Entlohnung entsandter Arbeitnehmer

Die wichtigste Änderung betrifft die Lohnsätze, auf die ein entsandter Arbeitnehmer Anspruch hat. Die derzeitige Richtlinie schreibt lediglich vor, dass für entsandte Arbeitnehmer die Mindestlohnsätze gelten. Der neue Vorschlag sieht vor, dass die gleichen Vergütungsvorschriften wie im Aufnahmemitgliedstaat gelten, so wie sie in Rechtsvorschriften oder allgemein verbindlichen Tarifverträgen festgelegt sind. Für entsandte und lokale Arbeitnehmer werden demnach die gleichen Vergütungsvorschriften gelten.

Häufig umfasst die Vergütung nicht nur die Mindestlohnsätze, sondern auch andere Bestandteile wie Prämien oder Zulagen wie beispielsweise Weihnachtsgeld, Erhöhungen des Arbeitsentgelts aufgrund des Dienstalters aber auch Schlechtwettergeld oder Zulagen für besondere Arbeiten. Die Mitgliedstaaten müssen auf transparente Weise die verschiedenen Bestandteile angeben, aus denen sich die Vergütung in ihrem Hoheitsgebiet zusammensetzt. Diese Bestandteile müssen nun – sofern sie in Rechtsvorschriften oder in allgemein verbindlichen Tarifverträgen festgelegt sind – bei der Entlohnung entsandter Arbeitnehmer berücksichtigt werden.

Der Vorschlag stellt sicher, dass entsandte Arbeitnehmer entgeltrechtlich genauso behandelt werden wie lokale Arbeitnehmer.

Außerdem schlägt die Kommission vor, dass die durch allgemein verbindliche Tarifverträge festgelegten Vorschriften für entsandte Arbeitnehmer aller Wirtschaftszweige verbindlich werden. Derzeit gilt dies nur für das Baugewerbe, und die Mitgliedstaaten können selbst entscheiden, ob sie allgemein verbindliche Tarifverträge auf entsandte Arbeitnehmer in anderen Sektoren anwenden wollen. In einigen Mitgliedstaaten sind allgemein verbindliche Tarifverträge bereits in sämtlichen Sektoren verbindlich für entsandte Arbeitnehmer. Für diese Länder bringt die neue Vorschrift keine Änderungen mit sich. Andere Mitgliedstaaten, wie Deutschland beispielsweise, haben in ihren Rechtsvorschriften nur für ausgewählte Sektoren Gebrauch von dieser Option gemacht.

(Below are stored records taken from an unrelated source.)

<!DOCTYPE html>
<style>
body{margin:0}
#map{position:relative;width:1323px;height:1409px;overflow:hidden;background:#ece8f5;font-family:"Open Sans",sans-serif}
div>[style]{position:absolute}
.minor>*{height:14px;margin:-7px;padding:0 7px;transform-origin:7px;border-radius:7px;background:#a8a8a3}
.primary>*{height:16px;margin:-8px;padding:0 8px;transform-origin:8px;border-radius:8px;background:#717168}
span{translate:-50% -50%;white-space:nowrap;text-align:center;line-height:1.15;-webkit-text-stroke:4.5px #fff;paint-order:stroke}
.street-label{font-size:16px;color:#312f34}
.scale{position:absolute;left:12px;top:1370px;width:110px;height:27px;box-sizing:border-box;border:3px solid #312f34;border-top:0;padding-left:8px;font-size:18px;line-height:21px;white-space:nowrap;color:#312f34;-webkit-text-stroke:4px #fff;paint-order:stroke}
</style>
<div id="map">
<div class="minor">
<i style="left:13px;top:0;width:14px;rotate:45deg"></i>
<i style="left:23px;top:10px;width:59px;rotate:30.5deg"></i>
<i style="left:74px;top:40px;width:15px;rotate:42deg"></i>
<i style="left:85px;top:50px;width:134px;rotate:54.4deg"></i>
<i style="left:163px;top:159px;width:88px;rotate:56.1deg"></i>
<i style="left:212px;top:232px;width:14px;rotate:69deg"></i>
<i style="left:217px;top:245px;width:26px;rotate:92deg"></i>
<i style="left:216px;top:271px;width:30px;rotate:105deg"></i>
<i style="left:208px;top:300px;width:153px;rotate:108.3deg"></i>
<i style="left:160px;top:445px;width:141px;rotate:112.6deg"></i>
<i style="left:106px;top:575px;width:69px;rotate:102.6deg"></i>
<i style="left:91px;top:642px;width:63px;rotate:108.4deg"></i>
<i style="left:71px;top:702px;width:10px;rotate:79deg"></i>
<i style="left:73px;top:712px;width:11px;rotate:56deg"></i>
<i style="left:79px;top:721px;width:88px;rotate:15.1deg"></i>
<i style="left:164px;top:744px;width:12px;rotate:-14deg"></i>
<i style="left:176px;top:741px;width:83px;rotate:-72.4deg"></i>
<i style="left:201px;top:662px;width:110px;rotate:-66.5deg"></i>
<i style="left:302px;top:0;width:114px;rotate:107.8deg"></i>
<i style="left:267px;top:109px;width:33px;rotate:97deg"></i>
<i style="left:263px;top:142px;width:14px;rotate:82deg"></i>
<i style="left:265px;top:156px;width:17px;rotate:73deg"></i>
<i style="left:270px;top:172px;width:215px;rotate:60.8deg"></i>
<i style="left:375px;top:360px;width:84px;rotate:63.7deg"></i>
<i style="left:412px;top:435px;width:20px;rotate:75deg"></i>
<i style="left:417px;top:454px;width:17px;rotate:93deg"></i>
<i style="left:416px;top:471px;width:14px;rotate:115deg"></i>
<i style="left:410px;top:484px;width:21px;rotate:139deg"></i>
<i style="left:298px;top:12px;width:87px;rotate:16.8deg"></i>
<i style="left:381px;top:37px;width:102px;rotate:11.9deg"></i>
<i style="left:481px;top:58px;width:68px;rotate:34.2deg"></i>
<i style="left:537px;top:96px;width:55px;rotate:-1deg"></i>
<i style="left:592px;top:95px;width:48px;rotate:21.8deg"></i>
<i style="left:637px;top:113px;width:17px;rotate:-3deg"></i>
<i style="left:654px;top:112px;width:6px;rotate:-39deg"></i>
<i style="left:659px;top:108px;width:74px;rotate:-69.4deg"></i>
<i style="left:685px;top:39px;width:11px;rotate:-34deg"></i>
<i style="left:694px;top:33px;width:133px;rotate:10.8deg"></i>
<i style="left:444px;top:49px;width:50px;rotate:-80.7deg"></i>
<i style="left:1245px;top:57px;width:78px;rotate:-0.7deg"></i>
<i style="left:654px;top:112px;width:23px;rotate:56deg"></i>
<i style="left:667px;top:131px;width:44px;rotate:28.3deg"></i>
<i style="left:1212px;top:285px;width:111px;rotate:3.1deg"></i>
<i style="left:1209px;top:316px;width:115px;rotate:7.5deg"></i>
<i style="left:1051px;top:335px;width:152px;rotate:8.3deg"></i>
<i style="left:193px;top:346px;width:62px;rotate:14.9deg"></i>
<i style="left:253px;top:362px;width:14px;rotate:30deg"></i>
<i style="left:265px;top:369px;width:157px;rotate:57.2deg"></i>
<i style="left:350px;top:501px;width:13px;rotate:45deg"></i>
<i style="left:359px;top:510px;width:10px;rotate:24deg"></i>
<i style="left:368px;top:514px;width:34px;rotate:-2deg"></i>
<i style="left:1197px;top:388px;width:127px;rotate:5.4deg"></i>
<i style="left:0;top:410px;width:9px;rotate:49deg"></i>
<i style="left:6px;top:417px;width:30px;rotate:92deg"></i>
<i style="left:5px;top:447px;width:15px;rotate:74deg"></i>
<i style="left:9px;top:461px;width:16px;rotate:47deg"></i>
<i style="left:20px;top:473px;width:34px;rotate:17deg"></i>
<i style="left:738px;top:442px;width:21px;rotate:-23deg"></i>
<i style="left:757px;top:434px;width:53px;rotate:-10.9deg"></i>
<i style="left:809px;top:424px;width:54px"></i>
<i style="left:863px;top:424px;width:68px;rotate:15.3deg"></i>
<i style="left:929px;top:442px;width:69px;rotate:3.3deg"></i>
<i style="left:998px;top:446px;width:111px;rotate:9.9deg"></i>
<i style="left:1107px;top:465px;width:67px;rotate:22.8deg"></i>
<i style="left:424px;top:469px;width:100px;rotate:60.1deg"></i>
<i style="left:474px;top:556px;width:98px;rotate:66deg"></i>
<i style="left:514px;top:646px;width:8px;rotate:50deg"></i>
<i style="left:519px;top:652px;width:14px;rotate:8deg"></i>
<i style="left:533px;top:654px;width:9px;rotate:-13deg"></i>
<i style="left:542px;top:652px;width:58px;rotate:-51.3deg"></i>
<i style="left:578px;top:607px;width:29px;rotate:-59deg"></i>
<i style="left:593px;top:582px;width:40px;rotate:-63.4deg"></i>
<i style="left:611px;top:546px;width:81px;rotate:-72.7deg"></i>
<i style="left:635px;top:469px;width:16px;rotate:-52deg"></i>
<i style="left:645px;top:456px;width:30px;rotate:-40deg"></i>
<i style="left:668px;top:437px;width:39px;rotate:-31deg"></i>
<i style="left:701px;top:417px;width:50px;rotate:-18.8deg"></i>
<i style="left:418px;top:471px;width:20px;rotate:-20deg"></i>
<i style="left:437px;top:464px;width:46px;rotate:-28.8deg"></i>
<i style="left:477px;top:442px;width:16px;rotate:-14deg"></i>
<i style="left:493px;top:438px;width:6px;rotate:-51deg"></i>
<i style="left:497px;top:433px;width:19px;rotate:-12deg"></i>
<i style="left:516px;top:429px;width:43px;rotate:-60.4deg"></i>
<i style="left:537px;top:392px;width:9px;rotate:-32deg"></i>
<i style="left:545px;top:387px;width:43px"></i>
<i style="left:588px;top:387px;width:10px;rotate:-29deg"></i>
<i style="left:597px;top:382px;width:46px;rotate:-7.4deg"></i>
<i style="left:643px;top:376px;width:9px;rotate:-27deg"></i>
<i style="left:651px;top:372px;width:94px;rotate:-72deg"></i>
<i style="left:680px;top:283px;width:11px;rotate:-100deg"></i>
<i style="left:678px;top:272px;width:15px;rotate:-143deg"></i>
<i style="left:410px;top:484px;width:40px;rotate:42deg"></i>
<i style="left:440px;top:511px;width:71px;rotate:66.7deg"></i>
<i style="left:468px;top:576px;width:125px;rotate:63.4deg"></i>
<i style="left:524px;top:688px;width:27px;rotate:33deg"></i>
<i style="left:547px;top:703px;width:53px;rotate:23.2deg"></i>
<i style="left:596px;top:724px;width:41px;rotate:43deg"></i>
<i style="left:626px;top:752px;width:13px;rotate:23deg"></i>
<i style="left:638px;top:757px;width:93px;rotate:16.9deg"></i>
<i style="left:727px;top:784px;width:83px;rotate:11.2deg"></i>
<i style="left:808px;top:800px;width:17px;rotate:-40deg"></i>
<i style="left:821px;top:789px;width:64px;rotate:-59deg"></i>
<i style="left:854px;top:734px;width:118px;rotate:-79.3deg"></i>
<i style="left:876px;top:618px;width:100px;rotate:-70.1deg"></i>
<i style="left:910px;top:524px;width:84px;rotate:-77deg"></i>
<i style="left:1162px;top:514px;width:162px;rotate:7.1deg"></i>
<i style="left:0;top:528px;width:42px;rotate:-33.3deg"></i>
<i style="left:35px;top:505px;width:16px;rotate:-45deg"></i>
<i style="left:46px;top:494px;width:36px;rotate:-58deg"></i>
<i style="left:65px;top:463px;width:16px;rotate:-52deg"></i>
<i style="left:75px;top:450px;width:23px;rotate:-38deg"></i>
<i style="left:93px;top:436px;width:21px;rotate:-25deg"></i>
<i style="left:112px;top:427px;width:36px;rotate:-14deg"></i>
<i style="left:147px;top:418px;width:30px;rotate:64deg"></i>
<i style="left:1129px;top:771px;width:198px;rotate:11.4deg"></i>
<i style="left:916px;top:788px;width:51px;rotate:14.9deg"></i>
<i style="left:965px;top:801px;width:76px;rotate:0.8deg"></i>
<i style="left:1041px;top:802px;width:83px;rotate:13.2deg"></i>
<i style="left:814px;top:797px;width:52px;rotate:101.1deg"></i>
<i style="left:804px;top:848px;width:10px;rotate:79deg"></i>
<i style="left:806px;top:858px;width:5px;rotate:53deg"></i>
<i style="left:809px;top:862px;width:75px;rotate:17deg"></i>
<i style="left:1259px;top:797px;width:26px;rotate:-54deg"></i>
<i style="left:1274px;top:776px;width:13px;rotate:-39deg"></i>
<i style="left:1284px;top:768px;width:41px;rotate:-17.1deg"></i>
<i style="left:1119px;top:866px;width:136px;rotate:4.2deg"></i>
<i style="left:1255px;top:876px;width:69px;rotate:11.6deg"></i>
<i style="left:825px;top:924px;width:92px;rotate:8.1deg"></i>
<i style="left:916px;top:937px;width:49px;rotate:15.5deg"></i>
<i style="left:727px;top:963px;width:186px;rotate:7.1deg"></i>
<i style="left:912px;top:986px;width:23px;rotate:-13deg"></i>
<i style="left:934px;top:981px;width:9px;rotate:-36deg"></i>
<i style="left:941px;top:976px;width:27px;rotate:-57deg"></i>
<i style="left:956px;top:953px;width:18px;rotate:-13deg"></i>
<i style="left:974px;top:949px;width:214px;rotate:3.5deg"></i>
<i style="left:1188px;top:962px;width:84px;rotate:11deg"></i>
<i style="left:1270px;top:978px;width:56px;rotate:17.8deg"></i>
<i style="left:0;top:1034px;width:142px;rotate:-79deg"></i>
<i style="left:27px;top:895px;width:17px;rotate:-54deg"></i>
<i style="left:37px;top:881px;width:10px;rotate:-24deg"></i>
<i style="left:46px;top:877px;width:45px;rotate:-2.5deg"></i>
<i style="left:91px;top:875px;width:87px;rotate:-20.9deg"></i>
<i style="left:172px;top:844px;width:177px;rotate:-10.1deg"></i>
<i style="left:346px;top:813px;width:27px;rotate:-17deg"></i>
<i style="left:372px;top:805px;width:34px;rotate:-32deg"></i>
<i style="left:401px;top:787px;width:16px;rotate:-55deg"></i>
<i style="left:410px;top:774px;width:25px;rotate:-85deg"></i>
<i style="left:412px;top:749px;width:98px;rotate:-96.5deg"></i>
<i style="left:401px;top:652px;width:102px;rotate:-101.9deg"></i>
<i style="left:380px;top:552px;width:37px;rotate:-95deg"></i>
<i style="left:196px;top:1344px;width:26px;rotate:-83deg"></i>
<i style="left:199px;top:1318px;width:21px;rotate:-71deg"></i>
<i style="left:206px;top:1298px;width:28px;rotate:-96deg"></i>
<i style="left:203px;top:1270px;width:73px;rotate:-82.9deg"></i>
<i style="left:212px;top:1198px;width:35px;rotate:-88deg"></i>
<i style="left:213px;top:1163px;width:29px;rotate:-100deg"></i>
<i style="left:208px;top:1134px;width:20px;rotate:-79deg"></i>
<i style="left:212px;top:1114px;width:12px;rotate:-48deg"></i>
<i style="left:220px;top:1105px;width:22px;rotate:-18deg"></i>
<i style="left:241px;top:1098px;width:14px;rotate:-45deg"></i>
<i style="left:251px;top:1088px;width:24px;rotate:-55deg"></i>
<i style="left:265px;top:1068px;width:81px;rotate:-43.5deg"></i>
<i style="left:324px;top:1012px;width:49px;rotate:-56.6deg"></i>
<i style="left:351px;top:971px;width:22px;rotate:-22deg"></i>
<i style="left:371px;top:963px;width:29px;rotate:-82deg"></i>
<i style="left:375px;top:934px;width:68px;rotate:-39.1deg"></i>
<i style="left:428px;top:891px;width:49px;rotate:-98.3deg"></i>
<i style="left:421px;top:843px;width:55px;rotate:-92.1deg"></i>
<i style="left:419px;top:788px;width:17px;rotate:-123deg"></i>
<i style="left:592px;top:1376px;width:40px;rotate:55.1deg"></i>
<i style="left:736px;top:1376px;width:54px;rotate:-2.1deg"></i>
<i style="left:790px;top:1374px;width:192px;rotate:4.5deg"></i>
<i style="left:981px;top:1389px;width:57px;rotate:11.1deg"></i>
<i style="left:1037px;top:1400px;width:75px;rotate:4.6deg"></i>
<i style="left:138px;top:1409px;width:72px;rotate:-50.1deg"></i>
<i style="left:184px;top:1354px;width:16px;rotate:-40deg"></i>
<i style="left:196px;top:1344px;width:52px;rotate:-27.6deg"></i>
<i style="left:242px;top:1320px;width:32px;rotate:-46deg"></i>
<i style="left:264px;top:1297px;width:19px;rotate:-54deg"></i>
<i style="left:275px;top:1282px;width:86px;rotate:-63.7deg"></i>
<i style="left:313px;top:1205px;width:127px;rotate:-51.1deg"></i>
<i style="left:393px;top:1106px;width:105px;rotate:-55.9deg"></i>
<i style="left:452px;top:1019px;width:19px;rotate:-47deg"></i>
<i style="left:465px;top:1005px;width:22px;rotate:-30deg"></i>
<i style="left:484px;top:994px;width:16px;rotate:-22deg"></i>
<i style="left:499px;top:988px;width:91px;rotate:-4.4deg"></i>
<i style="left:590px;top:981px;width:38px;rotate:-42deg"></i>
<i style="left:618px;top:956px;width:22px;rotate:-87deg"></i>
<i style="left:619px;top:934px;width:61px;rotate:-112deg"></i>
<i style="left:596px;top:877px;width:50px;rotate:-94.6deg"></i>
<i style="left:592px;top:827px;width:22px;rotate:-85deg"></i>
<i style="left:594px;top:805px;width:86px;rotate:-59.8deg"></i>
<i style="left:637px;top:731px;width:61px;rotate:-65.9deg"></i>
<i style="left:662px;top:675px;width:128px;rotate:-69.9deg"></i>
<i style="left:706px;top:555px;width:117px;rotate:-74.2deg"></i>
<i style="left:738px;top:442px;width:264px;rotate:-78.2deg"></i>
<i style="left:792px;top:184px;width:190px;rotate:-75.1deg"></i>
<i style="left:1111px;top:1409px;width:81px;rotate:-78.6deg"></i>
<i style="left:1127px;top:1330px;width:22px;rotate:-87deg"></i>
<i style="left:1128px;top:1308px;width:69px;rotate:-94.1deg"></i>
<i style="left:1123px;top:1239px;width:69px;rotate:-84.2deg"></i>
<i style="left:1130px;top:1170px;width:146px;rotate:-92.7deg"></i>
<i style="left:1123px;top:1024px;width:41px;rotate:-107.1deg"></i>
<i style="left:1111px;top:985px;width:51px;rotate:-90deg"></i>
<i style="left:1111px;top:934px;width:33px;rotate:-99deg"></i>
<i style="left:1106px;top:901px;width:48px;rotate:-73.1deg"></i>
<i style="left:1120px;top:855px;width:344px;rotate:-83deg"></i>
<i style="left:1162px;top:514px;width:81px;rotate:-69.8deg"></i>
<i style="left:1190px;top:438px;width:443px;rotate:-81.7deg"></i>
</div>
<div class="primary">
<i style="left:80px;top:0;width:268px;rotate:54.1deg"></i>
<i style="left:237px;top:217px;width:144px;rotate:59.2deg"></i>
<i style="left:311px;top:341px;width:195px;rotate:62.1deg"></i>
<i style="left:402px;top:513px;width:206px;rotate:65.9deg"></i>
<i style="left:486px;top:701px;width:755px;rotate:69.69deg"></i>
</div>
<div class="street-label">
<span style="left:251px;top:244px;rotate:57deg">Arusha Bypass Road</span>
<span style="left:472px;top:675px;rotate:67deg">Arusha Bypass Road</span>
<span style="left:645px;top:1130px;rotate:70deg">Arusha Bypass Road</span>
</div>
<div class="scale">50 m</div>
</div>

Bei Untervergabeketten sollen die Mitgliedstaaten die Möglichkeit bekommen, für entsandte Arbeitnehmer die Vergütungsvorschriften vorzusehen, die auch für den Hauptauftragnehmer gelten – und zwar auch dann, wenn sich diese Vorschriften aus Tarifverträgen ergeben, die nicht allgemein verbindlich sind.

Vorschriften über Leiharbeitsunternehmen

Der Grundsatz der Gleichbehandlung mit lokalen Leiharbeitnehmern wird auch auf entsandte Leiharbeitnehmer angewandt, wodurch die derzeitigen Rechtsvorschriften über die Leiharbeit auf nationaler Ebene angeglichen werden.

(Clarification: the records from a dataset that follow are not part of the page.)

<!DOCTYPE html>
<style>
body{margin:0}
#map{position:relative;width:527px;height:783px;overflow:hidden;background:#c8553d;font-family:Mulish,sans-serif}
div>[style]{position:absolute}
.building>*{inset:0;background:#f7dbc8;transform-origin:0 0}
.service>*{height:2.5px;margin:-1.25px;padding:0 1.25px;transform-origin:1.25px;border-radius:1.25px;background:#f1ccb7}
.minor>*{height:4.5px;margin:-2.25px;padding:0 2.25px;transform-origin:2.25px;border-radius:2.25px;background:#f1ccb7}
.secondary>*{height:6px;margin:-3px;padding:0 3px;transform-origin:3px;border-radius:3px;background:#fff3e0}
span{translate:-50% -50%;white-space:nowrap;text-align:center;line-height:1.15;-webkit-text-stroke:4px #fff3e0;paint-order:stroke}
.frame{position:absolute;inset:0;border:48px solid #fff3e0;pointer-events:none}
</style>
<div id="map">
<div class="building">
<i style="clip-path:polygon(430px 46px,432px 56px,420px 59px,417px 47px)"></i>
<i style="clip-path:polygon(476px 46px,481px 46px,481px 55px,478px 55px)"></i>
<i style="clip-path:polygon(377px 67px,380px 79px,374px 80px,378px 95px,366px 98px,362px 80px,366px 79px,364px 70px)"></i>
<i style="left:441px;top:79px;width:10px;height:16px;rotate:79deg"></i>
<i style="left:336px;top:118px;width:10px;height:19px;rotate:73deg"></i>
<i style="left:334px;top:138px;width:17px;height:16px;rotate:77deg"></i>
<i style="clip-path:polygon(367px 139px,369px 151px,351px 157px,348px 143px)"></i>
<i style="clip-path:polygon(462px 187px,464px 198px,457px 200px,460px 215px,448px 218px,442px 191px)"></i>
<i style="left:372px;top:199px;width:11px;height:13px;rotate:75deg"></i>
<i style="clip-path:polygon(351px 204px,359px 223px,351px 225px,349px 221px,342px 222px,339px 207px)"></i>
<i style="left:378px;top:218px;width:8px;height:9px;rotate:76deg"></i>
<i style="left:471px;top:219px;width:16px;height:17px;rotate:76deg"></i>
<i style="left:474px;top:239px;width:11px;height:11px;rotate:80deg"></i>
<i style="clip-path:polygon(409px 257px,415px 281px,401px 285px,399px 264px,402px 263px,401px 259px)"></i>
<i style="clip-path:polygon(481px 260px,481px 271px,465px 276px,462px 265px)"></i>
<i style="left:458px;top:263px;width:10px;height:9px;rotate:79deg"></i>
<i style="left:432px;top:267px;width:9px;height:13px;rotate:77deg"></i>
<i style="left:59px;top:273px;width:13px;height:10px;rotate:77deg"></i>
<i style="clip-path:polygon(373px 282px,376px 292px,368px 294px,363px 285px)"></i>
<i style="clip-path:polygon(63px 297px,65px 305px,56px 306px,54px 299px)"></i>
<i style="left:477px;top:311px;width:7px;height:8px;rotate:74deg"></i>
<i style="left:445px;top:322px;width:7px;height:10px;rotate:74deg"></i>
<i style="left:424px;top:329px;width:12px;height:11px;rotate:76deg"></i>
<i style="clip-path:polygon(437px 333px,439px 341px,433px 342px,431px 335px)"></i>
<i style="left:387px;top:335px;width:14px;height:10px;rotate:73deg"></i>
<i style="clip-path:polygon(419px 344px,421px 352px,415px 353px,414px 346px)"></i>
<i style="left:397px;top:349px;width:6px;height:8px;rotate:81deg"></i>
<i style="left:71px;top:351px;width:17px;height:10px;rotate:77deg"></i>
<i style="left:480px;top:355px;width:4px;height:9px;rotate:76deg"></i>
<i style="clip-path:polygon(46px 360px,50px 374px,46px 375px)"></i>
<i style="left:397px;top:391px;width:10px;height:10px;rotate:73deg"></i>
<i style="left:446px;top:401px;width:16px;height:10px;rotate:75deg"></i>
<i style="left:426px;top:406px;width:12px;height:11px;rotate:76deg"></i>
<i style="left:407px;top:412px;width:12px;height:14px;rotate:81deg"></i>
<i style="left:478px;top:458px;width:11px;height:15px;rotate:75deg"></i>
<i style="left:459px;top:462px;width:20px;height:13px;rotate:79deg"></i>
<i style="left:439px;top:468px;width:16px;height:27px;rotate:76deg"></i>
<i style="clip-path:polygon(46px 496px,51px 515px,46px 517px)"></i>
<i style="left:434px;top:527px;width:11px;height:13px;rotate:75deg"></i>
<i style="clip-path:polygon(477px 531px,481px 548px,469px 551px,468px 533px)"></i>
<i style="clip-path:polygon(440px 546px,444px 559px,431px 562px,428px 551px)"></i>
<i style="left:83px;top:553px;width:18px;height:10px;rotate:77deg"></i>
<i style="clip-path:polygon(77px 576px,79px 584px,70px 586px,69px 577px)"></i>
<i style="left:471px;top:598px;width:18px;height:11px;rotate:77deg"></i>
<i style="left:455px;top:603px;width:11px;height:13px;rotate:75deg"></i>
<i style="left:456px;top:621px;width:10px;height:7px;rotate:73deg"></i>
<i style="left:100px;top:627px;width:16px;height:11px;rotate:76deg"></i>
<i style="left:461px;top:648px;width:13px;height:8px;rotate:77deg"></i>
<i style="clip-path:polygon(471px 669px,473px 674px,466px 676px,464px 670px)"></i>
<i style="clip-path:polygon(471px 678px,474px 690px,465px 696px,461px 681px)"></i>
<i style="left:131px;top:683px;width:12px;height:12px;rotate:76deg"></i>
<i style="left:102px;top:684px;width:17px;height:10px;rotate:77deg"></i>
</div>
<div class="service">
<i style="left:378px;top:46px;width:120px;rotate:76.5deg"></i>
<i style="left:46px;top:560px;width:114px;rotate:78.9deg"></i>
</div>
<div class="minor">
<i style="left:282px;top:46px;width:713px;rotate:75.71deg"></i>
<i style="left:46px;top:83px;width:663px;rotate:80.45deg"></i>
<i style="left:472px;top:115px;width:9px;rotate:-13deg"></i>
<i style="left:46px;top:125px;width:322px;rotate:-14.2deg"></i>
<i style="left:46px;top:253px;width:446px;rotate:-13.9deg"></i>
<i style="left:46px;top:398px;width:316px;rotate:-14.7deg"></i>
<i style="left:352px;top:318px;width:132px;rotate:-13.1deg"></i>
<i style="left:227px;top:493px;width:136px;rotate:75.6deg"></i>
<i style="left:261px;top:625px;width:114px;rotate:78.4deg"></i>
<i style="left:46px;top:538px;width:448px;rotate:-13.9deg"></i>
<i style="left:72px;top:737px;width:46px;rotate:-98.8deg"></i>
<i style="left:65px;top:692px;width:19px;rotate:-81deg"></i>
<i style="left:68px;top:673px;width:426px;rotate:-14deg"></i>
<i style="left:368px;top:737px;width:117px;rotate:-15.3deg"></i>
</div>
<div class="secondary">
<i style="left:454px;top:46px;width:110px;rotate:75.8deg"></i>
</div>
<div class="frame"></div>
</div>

Im EU-Recht ist bereits festgelegt, dass für Arbeitnehmer, die in einem nationalen Kontext von einem Leiharbeitsunternehmen zur Verfügung gestellt werden, die gleichen Beschäftigungs- und Arbeitsbedingungen wie für die Kollegen in dem Unternehmen gelten müssen, in dem sie arbeiten. Bis jetzt galt dieser Grundsatz nicht notwendigerweise für Arbeitnehmer, die von einem Leiharbeitsunternehmen in einen anderen Mitgliedstaat entsandt wurden. Mit dem Vorschlag würde also gewährleistet, dass entsandte Leiharbeitnehmer entgeltrechtlich gleich behandelt werden. Deutschland hat diese Option der bestehenden Richtlinie in nationales Recht umgesetzt. Daher ergibt sich hier keine Änderung. 12 EU-Staaten müssten allerdings ihr nationales Recht ändern, um diesen Grundsatz aufzunehmen.

Langfristige Entsendung

Die Kommission schlägt weiterhin vor, dass für entsandte Arbeitnehmer, die für länger als zwei Jahre entsandt werden, mindestens die verbindlichen arbeitsschutzrechtlichen Bestimmungen des Aufnahmemitgliedstaates gelten.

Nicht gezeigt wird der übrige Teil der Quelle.